Print the data exactly as it is given, please.
● ● ● ● ●
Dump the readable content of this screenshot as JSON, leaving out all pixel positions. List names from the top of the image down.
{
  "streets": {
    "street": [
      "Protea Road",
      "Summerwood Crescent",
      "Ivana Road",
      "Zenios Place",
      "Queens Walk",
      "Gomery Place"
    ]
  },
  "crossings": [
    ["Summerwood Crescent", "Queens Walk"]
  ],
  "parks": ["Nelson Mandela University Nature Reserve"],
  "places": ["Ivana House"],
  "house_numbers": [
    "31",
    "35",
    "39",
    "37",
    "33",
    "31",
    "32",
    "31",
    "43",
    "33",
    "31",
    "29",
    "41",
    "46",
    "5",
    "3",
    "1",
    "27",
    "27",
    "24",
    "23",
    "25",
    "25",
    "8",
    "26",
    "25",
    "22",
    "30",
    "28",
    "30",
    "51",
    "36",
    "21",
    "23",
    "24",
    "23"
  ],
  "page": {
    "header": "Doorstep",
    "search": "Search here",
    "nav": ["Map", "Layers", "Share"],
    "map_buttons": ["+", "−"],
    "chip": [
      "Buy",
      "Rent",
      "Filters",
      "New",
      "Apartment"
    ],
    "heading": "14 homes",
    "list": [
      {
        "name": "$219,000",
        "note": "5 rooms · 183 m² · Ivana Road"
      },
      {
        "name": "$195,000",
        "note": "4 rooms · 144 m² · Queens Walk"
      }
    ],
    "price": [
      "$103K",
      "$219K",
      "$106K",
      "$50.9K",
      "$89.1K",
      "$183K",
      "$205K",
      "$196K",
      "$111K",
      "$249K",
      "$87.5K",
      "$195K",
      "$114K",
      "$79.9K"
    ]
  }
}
● ● ● ● ●
» **SOLUTION FOR THIS PROBLEM**:
Dump the readable content of this screenshot as JSON, leaving out all pixel positions. List names from the top of the image down.
{
  "streets": {
    "street": [
      "Protea Road",
      "Summerwood Crescent",
      "Ivana Road",
      "Zenios Place",
      "Queens Walk",
      "Gomery Place"
    ]
  },
  "crossings": [
    ["Summerwood Crescent", "Queens Walk"]
  ],
  "parks": ["Nelson Mandela University Nature Reserve"],
  "places": ["Ivana House"],
  "house_numbers": [
    "31",
    "35",
    "39",
    "37",
    "33",
    "31",
    "32",
    "31",
    "43",
    "33",
    "31",
    "29",
    "41",
    "46",
    "5",
    "3",
    "1",
    "27",
    "27",
    "24",
    "23",
    "25",
    "25",
    "8",
    "26",
    "25",
    "22",
    "30",
    "28",
    "30",
    "51",
    "36",
    "21",
    "23",
    "24",
    "23"
  ],
  "page": {
    "header": "Doorstep",
    "search": "Search here",
    "nav": ["Map", "Layers", "Share"],
    "map_buttons": ["+", "−"],
    "chip": [
      "Buy",
      "Rent",
      "Filters",
      "New",
      "Apartment"
    ],
    "heading": "14 homes",
    "list": [
      {
        "name": "$219,000",
        "note": "5 rooms · 183 m² · Ivana Road"
      },
      {
        "name": "$195,000",
        "note": "4 rooms · 144 m² · Queens Walk"
      }
    ],
    "price": [
      "$103K",
      "$219K",
      "$106K",
      "$50.9K",
      "$89.1K",
      "$183K",
      "$205K",
      "$196K",
      "$111K",
      "$249K",
      "$87.5K",
      "$195K",
      "$114K",
      "$79.9K"
    ]
  }
}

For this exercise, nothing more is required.